I have bought cars and trucks at really cheap prices after the owner botched up their efforts at painting. From buying the wrong shade of paint to ignoring the need for proper preperation the results are often much worse than the problem they were trying to cover up. And with so little to lose and being in no hurry to finish I have had some success in DIY painting, often with the rattle cans. But while patience and persistence are mandatory and can result in an acceptable result there is no comparison to professional work. My best effort was an '81 Camaro that the previous owner had applied 2 shades of white and neither was correct. The most difficult part of the job was feathering the paint into the orginal finish but using the trigger adapter for spray cans helps.
I agree an amateur can do a professional job. But NOT in their first attempt. It’ll take patience and practice to get it right. The old lacquer finishes you could mess up a little and wet sand and buff it out.
For the cost of the equipment, it is likely worth getting an inexpensive paint job at a local shop. You mask what doesn’t get painted as mentioned before, and you clean up. All they do is spray the original color on the car.
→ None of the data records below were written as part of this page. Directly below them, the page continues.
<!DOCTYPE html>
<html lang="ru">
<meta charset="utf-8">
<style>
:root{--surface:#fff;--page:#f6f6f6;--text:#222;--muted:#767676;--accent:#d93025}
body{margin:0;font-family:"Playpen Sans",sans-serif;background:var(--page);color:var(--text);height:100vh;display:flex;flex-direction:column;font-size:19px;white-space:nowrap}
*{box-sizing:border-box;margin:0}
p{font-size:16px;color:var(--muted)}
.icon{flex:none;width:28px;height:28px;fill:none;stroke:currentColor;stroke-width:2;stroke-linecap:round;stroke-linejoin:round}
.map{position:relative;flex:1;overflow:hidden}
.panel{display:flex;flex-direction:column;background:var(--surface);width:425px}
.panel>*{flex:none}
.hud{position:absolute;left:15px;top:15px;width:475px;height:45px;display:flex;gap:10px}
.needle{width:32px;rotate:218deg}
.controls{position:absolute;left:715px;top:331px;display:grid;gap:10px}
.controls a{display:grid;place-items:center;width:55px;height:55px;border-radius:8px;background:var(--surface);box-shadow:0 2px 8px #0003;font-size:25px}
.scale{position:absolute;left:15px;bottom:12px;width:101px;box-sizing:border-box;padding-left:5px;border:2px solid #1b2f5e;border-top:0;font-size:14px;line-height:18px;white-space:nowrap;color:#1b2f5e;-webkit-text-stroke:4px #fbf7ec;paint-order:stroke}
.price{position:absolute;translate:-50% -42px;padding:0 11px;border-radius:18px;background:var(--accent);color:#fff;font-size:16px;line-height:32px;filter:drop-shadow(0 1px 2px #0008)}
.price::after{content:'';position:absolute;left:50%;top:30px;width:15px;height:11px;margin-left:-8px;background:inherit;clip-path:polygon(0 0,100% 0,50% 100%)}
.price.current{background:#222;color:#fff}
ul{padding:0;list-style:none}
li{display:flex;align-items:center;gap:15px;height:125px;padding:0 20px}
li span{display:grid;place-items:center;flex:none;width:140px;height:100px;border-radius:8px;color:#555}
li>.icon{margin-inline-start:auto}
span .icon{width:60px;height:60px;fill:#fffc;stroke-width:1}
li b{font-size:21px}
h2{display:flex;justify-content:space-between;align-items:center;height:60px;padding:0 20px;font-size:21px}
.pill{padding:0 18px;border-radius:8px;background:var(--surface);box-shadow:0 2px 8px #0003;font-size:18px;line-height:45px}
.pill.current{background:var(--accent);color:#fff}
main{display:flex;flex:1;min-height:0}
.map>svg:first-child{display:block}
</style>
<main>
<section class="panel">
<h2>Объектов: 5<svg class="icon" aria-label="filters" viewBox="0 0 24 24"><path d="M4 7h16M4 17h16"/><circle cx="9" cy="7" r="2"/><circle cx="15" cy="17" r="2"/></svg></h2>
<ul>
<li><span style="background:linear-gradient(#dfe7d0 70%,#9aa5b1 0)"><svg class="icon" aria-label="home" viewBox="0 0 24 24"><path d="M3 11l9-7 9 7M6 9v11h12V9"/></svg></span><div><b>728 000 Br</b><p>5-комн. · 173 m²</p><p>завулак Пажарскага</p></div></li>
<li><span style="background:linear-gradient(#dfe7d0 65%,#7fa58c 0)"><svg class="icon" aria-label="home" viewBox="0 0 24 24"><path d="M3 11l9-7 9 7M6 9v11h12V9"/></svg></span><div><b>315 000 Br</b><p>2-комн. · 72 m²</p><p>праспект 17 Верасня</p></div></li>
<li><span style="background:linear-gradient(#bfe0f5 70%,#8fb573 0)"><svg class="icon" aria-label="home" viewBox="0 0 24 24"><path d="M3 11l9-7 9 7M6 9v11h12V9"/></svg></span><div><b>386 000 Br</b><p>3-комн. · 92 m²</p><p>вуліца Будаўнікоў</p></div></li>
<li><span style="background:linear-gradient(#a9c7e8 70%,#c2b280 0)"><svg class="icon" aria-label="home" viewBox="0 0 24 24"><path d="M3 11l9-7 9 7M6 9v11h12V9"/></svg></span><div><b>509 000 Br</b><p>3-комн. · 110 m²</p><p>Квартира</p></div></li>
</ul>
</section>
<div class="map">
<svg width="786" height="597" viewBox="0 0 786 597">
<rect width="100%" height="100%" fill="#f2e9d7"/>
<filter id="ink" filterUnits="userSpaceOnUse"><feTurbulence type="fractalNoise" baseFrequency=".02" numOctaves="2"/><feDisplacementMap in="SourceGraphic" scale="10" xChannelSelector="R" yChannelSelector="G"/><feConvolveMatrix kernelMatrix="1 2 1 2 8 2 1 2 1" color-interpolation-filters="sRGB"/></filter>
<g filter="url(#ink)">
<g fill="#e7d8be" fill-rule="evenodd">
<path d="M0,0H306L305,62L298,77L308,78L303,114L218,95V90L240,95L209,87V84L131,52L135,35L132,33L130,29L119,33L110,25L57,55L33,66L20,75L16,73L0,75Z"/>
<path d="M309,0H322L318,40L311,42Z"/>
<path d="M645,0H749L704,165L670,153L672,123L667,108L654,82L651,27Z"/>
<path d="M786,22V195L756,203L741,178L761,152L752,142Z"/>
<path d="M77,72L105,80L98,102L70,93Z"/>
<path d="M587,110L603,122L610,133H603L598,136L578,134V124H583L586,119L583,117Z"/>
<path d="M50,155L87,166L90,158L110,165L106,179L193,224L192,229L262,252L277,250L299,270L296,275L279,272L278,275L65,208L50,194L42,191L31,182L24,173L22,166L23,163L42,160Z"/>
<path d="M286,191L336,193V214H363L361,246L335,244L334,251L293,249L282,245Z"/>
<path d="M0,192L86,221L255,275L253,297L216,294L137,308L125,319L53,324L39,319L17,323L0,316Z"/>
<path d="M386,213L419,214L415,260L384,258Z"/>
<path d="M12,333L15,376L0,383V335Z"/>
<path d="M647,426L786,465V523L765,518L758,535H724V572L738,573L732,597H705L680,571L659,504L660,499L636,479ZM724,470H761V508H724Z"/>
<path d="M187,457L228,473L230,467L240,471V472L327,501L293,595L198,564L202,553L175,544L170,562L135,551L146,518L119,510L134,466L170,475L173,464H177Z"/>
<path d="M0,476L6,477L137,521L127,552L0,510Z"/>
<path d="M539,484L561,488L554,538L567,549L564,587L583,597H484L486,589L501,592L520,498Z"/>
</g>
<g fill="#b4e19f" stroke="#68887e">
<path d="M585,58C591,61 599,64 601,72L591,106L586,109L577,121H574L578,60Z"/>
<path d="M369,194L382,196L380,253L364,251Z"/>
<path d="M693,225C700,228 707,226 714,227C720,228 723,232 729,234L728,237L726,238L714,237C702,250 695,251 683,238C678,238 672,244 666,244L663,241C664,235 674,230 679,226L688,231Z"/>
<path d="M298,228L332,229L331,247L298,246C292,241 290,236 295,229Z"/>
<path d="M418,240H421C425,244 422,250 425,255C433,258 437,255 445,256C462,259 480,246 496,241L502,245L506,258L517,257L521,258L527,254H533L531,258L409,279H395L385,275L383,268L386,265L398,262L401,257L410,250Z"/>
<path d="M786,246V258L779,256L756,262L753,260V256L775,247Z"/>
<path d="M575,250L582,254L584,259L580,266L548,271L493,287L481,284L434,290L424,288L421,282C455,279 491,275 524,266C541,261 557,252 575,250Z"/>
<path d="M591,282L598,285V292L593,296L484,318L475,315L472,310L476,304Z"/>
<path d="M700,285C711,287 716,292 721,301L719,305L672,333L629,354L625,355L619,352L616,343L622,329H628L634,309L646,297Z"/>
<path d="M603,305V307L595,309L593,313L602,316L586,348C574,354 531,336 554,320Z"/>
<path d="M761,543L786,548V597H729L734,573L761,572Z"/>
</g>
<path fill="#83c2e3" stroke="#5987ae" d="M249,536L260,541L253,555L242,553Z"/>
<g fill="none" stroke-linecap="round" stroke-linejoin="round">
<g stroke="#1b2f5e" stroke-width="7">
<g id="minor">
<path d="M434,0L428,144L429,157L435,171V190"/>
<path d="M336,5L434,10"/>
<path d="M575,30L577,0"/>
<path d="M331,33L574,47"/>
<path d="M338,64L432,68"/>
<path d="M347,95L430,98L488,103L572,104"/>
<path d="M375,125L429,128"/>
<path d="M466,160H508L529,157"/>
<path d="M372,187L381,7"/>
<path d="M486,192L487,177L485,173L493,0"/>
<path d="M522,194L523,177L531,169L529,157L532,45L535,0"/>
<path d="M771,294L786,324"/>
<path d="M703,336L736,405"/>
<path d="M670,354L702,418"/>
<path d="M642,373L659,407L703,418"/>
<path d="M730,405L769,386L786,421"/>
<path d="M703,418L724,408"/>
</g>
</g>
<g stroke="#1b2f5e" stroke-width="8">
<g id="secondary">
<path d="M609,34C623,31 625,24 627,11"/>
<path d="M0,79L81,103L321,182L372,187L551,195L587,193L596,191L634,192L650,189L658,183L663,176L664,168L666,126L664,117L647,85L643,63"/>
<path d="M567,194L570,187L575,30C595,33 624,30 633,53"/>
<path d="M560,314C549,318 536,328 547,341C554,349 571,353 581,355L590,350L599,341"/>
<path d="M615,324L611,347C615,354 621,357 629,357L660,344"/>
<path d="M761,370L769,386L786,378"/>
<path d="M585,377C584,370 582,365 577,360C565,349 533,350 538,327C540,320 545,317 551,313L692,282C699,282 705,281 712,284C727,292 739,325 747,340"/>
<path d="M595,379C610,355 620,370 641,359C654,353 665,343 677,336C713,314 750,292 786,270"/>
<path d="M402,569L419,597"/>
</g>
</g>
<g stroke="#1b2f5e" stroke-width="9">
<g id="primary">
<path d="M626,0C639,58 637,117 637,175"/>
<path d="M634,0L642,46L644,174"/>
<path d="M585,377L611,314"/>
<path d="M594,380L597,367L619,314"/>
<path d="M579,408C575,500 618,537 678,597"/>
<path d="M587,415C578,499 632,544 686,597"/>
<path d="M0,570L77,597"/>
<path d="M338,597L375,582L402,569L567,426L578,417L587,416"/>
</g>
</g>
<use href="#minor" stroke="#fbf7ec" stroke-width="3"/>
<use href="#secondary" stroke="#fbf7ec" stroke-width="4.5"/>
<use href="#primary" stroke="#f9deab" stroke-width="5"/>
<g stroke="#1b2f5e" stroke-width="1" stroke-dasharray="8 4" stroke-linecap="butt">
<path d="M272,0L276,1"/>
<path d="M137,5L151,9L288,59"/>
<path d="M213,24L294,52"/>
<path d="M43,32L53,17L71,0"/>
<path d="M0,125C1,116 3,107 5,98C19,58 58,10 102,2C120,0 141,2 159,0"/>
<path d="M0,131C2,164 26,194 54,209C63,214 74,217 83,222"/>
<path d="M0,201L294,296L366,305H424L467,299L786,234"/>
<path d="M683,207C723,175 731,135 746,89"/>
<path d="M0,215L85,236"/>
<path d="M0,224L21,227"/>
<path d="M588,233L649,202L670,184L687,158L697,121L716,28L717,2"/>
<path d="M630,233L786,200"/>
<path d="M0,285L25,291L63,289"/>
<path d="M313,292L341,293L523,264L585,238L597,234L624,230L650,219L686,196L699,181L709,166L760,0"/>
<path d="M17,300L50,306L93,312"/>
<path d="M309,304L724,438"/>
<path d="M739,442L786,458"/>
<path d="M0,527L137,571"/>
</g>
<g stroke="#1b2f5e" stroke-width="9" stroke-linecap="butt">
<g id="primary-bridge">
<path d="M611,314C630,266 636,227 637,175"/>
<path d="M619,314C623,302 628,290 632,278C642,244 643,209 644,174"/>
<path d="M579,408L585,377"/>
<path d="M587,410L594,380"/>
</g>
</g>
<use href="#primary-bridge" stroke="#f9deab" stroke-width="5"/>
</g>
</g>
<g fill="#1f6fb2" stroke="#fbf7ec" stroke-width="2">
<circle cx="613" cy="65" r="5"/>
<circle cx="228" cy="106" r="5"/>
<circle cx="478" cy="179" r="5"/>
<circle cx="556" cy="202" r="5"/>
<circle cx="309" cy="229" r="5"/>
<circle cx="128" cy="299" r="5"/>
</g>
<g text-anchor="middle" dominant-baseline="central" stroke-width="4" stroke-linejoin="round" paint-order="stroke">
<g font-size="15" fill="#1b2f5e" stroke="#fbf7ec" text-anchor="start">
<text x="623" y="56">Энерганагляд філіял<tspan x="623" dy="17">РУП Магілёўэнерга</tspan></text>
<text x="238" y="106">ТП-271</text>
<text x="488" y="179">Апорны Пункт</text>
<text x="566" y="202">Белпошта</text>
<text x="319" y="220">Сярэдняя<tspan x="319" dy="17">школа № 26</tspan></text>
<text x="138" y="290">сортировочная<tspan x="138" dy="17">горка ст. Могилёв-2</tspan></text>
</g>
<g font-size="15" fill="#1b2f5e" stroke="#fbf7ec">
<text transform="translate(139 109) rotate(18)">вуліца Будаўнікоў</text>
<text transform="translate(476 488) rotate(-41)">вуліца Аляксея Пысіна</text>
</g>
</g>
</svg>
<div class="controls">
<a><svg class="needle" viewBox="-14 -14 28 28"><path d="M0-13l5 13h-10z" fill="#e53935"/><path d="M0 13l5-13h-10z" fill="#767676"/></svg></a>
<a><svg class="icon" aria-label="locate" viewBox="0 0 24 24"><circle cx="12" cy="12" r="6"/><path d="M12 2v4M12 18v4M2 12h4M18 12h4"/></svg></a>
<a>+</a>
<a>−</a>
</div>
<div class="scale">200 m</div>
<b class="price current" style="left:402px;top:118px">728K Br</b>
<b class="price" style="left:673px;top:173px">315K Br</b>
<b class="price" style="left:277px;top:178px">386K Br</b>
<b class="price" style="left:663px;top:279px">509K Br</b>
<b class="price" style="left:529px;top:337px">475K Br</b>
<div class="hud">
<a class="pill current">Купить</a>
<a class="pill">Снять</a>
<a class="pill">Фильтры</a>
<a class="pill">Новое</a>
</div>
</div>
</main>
Just to chime in again. My BIL has been doing body work and painting since the 60’s, professionally for a while, then for himself and part time. So he’s my go to guy on anything paint and body wise. He bought a 62 Fairlane to restore a while back and was going to leave the Arizona patina on the fenders for character. Next time I saw it though it was all nicely repainted. We started talking spray equipment again since my sprayer was pretty much shot and he always had quality stuff. He said he just used a Harbor Freight gun for $20. Buys a couple at a time and throws them away. So I bought one but haven’t used it yet so can’t say. I plan to use it on my trailer. I think it just depends on skill level though and crappy equipment can return good results. But if you’ve never done anything before, it takes practice practice practice for a good job.